What Are the Destructive Capacities of the Eastern Subterranean Termite?
Eastern Subterranean Termites are present in states such as Washington DC, Maryland and Virginia. These termite colonies can attack a home and building, but can’t destroy the structure before the paint dries. However, they still manage to do significant amount of damage in a given period of time.
It can take approximately three or more years for significant structural damage to become noticeable. Within this timeframe, the eastern subterranean termites consume the insides of the wood in a structure – so deep that sometimes it is difficult to detect the overall strain on the overall construction framework.
Ways to Prevent Termite Damage Without Actually Going Bankrupt
When it comes to calculating costs of termite damage, that solely depends on the amount of infestation, how long the colony has been in existence and the area of the damaged wood.
Unfortunately, repairs are more expensive than original building costs. To top it off, insurance policies also typically do not cover termite damages, leaving you burdened financially.
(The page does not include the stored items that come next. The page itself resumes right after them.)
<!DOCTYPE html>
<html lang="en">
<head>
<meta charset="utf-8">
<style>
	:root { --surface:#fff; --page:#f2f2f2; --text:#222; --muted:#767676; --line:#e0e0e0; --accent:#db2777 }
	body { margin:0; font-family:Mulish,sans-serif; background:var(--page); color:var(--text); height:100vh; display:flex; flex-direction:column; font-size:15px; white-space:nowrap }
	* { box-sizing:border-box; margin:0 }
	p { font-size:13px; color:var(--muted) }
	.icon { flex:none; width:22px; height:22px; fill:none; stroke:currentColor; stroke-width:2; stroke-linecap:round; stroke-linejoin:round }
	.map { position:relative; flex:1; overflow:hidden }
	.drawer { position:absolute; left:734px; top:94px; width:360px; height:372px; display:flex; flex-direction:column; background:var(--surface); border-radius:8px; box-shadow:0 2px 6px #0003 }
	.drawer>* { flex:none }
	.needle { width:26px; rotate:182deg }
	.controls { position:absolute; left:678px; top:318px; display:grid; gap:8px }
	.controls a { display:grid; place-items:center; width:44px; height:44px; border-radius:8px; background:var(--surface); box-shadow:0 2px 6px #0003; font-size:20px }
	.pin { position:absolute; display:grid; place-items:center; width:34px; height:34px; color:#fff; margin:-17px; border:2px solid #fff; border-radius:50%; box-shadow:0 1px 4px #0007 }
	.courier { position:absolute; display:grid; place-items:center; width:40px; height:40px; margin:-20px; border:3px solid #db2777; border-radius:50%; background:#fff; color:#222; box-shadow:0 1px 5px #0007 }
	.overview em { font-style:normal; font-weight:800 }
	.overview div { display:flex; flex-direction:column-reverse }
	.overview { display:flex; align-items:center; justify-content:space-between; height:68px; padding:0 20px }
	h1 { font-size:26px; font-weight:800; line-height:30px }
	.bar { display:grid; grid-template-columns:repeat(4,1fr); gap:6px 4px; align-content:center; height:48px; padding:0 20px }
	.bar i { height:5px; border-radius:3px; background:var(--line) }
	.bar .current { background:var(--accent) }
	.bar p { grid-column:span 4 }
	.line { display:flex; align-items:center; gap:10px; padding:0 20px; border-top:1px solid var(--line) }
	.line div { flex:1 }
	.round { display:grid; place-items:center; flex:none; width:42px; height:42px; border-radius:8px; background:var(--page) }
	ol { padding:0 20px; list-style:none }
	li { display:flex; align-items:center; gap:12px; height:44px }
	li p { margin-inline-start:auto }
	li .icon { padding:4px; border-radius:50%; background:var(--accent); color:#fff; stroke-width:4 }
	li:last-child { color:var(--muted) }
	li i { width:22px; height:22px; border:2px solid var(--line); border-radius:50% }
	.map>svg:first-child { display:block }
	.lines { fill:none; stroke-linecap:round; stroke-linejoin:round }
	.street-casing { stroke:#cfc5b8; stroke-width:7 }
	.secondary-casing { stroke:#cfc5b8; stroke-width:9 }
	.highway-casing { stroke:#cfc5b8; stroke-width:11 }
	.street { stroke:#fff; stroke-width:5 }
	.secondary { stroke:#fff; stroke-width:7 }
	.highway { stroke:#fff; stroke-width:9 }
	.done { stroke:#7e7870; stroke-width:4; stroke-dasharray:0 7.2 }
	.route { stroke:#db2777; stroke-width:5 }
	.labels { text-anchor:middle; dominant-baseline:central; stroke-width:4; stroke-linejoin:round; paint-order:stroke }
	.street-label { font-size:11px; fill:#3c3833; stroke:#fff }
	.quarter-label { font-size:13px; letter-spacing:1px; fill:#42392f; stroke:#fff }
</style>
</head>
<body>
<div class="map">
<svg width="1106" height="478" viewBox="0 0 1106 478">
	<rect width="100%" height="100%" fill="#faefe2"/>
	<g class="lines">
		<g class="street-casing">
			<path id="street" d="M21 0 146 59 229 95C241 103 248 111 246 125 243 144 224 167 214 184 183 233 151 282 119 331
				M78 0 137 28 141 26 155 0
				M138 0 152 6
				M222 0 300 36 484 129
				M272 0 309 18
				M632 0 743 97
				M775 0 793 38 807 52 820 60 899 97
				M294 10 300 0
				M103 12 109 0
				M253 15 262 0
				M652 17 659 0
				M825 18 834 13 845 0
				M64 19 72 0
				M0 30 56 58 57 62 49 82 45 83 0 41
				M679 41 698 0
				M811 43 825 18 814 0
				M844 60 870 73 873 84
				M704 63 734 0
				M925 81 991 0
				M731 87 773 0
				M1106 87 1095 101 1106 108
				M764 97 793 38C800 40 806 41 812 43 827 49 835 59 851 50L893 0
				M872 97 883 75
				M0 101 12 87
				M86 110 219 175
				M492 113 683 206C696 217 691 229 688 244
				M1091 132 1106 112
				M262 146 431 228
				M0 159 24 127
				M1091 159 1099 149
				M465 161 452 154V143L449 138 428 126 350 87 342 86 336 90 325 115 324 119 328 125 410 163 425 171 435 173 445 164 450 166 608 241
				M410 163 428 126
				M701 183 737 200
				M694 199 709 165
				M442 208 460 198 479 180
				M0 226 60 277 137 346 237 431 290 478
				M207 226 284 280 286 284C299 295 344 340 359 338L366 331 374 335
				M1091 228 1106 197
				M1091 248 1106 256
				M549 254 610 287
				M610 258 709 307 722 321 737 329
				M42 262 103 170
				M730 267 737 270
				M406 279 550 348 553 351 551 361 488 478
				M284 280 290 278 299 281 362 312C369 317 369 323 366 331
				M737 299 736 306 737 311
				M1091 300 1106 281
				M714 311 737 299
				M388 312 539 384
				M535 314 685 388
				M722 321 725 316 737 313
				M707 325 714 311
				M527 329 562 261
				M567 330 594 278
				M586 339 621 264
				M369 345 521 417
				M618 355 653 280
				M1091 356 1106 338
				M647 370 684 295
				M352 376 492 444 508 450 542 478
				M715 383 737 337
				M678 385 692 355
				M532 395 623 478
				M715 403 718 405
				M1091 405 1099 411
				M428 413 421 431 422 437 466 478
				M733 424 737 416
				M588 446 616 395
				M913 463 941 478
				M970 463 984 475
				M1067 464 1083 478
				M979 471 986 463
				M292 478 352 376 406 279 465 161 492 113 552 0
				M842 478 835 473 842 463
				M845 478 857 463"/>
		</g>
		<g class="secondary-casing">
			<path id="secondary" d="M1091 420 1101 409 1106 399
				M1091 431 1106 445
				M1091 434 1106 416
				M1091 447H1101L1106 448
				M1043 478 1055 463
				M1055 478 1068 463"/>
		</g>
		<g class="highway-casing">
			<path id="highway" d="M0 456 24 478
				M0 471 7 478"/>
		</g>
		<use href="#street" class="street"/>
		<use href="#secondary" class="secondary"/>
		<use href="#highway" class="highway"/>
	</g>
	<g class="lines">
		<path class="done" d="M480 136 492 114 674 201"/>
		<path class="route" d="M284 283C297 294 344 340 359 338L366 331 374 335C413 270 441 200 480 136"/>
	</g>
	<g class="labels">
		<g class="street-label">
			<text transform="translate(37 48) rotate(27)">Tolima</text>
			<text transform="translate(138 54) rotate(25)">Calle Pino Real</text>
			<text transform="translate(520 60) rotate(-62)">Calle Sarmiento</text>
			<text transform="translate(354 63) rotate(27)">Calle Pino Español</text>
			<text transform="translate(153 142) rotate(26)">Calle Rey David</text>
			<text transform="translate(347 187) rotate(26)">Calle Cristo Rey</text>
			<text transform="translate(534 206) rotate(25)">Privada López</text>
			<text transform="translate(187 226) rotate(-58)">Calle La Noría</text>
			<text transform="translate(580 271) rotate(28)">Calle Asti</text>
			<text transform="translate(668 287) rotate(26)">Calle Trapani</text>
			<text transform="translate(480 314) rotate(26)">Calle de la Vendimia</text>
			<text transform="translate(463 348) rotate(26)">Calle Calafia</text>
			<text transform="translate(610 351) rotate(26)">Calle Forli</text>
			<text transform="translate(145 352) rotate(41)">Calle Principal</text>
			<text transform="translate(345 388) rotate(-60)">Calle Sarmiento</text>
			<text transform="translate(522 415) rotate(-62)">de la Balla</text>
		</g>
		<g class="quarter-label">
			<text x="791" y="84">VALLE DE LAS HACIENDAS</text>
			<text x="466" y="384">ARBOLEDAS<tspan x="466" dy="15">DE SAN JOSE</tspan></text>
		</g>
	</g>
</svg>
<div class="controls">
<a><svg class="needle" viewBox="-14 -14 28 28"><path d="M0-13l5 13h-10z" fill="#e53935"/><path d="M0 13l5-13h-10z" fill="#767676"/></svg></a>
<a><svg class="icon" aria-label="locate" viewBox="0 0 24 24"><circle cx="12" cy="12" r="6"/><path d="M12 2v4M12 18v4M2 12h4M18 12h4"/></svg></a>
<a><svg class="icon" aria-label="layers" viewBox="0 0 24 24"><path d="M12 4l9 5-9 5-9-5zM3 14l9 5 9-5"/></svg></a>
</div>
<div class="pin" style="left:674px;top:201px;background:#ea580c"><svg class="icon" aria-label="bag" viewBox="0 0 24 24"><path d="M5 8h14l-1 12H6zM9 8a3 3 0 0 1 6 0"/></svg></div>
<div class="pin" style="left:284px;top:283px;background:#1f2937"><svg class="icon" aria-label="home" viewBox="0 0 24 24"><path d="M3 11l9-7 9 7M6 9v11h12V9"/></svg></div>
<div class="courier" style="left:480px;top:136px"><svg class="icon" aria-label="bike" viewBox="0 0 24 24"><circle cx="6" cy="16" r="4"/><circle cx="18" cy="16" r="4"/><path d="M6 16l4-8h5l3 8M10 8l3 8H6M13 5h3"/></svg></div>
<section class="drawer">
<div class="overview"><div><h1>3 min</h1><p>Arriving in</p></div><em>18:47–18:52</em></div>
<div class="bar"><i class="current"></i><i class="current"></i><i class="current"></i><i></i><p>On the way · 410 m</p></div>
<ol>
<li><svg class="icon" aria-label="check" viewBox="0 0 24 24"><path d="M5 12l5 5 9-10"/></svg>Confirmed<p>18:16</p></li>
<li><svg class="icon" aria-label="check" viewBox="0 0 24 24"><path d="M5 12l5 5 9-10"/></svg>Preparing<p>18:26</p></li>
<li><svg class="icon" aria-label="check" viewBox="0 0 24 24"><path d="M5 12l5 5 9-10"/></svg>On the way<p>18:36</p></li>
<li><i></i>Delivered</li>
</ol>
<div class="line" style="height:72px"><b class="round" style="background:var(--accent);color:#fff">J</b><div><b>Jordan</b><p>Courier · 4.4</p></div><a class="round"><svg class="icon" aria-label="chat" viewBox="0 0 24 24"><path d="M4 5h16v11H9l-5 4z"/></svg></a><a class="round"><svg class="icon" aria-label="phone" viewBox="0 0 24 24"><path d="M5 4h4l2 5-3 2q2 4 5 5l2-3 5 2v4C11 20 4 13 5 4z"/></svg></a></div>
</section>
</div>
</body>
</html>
To answer the question whether you can prevent termite damage without filing for bankruptcy, chances are that it’s possible. Termites rarely infest the house beyond repair and you can implement some changes to prevent full damage. Two steps that can be taken are:
- Remove the damaged wood and replace it with a new one the moment you notice an infestation of some sort
- Use a strong adhesive or nails to attach a new wood to the damaged wood for support purposes
These are some simple yet cost-effective methods to prevent further structural damage. It is important to note that there is no point in replacing a whole log of wood until and unless measures have been taken to control termite infestation. If it is not curtailed, they will continue to feed off of wood – new or old.
If you would like to know more about some termite preventive methods, click here.
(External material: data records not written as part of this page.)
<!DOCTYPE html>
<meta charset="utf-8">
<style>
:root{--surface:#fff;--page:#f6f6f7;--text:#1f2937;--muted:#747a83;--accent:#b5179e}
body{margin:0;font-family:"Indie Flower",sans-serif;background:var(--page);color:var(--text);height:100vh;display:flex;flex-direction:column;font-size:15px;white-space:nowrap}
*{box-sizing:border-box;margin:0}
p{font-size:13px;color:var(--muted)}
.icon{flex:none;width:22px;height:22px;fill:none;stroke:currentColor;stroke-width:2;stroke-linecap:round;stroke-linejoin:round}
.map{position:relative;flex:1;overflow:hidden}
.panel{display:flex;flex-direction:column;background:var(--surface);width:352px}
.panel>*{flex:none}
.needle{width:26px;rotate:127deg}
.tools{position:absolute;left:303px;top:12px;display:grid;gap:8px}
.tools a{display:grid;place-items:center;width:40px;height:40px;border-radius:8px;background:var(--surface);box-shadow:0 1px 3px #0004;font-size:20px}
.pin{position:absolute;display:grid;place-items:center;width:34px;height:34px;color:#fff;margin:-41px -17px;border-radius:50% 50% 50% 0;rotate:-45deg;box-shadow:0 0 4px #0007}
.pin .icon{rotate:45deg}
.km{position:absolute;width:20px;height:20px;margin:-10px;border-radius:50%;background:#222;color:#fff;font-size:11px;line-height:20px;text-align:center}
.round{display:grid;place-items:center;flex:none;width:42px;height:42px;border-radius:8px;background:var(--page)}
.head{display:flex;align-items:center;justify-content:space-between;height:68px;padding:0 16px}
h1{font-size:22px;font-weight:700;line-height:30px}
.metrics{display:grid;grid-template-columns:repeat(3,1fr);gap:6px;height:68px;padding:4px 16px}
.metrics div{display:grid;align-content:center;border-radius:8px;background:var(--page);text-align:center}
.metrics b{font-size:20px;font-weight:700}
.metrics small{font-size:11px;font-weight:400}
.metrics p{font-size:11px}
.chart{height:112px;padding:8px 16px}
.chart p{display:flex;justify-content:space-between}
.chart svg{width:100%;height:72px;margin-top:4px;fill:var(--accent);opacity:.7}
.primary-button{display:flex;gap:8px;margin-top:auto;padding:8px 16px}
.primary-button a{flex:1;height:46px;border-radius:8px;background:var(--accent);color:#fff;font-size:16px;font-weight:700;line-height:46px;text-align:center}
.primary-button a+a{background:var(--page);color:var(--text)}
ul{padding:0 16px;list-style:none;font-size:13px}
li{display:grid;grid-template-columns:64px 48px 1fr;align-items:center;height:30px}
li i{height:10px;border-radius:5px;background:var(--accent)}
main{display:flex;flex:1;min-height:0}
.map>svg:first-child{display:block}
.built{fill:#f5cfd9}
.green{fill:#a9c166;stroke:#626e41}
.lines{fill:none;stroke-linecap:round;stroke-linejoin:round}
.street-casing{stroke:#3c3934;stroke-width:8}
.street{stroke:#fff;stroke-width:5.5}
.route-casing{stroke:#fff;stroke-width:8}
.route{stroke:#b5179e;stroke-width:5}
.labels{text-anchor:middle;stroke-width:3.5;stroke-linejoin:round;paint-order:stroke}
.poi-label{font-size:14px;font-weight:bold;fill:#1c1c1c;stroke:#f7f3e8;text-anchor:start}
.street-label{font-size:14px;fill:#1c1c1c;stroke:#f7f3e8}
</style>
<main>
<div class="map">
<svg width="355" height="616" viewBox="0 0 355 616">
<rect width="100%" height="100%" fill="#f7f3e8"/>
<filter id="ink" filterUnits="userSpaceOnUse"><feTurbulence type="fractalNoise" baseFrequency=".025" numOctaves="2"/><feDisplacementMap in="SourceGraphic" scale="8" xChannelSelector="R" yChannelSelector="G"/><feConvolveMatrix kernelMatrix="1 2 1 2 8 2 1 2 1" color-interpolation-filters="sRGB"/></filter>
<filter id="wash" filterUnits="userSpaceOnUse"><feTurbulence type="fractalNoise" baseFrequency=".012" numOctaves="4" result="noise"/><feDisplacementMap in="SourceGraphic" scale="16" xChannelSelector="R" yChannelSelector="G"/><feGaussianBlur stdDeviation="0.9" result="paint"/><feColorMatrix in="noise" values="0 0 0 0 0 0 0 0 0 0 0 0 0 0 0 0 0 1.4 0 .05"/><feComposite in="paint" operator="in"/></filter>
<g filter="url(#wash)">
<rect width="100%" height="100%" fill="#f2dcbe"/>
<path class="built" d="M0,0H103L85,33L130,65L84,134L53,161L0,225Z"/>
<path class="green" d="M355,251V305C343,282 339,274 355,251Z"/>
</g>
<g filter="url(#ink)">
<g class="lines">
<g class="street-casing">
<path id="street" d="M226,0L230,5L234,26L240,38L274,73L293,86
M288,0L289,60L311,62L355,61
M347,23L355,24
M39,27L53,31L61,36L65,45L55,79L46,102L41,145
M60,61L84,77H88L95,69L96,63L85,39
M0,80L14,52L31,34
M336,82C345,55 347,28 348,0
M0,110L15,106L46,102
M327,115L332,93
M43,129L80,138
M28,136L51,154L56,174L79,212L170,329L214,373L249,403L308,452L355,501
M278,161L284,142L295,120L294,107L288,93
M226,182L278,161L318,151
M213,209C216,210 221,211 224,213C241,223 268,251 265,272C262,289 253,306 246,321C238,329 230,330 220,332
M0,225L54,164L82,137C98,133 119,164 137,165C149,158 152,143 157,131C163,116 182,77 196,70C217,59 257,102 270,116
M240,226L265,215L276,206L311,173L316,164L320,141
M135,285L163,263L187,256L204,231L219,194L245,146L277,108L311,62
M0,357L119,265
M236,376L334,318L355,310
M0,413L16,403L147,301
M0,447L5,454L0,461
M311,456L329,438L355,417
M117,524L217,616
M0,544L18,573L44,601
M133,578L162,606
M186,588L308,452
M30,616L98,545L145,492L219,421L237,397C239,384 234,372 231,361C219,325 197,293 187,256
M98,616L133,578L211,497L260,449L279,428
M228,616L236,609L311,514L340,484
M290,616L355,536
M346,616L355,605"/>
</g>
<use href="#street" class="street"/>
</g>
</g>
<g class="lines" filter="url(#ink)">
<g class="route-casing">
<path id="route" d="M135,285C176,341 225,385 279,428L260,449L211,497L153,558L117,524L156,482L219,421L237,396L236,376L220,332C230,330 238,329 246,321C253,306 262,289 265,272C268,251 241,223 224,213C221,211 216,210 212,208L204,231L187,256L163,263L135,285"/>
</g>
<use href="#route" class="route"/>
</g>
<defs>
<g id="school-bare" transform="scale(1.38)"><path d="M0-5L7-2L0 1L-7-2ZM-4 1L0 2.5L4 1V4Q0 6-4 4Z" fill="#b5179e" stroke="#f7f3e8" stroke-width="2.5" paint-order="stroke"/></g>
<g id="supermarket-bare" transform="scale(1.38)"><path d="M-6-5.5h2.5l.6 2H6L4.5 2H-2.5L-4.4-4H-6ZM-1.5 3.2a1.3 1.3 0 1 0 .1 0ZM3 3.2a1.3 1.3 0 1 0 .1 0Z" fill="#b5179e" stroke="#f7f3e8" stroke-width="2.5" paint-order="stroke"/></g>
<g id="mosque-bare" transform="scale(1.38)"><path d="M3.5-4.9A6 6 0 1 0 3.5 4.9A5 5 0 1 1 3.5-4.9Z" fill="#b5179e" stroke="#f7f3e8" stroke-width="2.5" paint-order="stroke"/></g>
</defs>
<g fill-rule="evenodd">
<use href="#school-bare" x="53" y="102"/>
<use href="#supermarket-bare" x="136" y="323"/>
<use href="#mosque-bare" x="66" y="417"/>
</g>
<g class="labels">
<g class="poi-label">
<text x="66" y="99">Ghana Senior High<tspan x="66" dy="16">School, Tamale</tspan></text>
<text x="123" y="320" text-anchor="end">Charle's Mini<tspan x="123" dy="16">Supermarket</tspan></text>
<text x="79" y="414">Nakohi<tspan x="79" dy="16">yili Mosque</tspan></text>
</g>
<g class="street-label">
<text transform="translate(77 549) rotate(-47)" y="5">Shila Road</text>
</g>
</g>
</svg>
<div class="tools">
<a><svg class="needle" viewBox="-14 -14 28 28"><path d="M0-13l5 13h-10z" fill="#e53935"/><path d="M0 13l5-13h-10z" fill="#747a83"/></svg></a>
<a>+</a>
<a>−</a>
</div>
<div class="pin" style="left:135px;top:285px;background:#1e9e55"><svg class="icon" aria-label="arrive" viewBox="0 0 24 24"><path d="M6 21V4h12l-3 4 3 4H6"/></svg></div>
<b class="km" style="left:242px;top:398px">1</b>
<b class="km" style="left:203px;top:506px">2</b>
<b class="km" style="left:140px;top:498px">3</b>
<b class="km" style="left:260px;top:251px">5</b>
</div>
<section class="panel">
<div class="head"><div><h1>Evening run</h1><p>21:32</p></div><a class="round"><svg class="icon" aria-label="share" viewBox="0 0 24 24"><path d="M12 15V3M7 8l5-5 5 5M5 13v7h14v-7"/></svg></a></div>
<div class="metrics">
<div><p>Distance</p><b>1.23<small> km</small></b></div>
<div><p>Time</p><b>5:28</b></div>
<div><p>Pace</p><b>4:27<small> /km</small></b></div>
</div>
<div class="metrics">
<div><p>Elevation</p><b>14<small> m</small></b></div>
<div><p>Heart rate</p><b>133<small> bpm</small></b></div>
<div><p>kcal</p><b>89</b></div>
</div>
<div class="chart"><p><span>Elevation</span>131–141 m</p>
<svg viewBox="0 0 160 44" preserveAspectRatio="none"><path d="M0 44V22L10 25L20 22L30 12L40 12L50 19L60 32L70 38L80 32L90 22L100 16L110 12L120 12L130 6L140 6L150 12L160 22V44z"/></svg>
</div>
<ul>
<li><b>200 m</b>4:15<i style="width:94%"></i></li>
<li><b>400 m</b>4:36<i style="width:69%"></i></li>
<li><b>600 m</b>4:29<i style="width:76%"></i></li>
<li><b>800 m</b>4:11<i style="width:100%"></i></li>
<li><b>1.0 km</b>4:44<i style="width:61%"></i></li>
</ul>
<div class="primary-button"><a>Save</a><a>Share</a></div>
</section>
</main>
What are the areas that are most vulnerable to termite damage?
Any structure or material that is made of wood is vulnerable to termite damage. Some spaces that are exclusively susceptible to termite damage include, but are not limited to, slab foundations, wood that touches the dirt surrounding a structure and tiny crawl spaces. As mentioned above, the termites will continue to damage wooden-based structures until preventive action is taken.
Are drywood and subterranean termites the only type that can cause damage?
There are more than 2,000 termite species in the world. However in the United States, another common type of termite other than the drywood and subterranean is known as the dampwood termite. These create mud tubes because they have to stay moist. They feed off of wet structures and create a mud tube highway back to their main nest. Dampwood termites are dark brown and cream in color and are about 3/8 inches to 3/4 inches long.
How many termite colonies live together at one time?
Termite colonies range from a few thousand to several million, depending on the area they infest and their specie type. In many parts of the United States, several colonies exist per acre of land. However, these colonies do not intermingle with one another. They are known to live in a peaceful arrangement within their own colonies. In the case where a termite from one colony harms a termite from another colony, they are killed and removed immediately. The number of colonies that coexist in one area relies on specie and geography as well.